--- What to work on ---
Without including any pictures, return the records below exactly as written.
#####
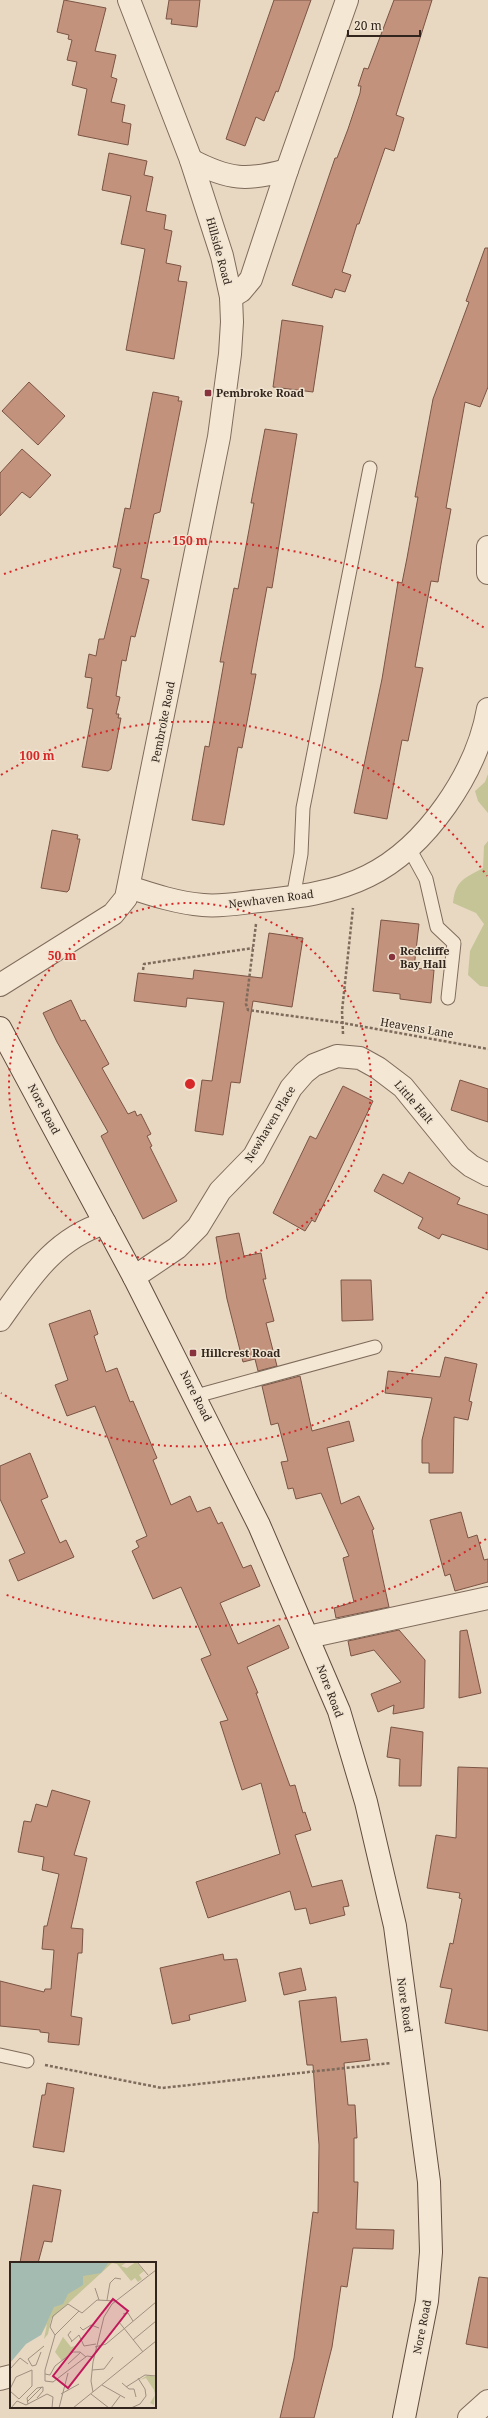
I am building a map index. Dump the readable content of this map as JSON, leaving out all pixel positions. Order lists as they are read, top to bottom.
{
  "streets": {
    "street": [
      "Hillside Road",
      "Pembroke Road",
      "Newhaven Road",
      "Little Halt",
      "Nore Road",
      "Newhaven Place"
    ],
    "path": ["Heavens Lane"]
  },
  "crossings": [
    ["Hillside Road", "Pembroke Road"],
    ["Pembroke Road", "Newhaven Road"],
    ["Little Halt", "Newhaven Place"],
    ["Nore Road", "Newhaven Place"]
  ],
  "places": {
    "transit": ["Pembroke Road", "Hillcrest Road"],
    "other": ["Redcliffe Bay Hall"]
  },
  "scale_bar": "20 m",
  "rings": ["150 m", "100 m", "50 m"]
}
#####
--- Task output ---
I am building a map index. Dump the readable content of this map as JSON, leaving out all pixel positions. Order lists as they are read, top to bottom.
{
  "streets": {
    "street": [
      "Hillside Road",
      "Pembroke Road",
      "Newhaven Road",
      "Little Halt",
      "Nore Road",
      "Newhaven Place"
    ],
    "path": ["Heavens Lane"]
  },
  "crossings": [
    ["Hillside Road", "Pembroke Road"],
    ["Pembroke Road", "Newhaven Road"],
    ["Little Halt", "Newhaven Place"],
    ["Nore Road", "Newhaven Place"]
  ],
  "places": {
    "transit": ["Pembroke Road", "Hillcrest Road"],
    "other": ["Redcliffe Bay Hall"]
  },
  "scale_bar": "20 m",
  "rings": ["150 m", "100 m", "50 m"]
}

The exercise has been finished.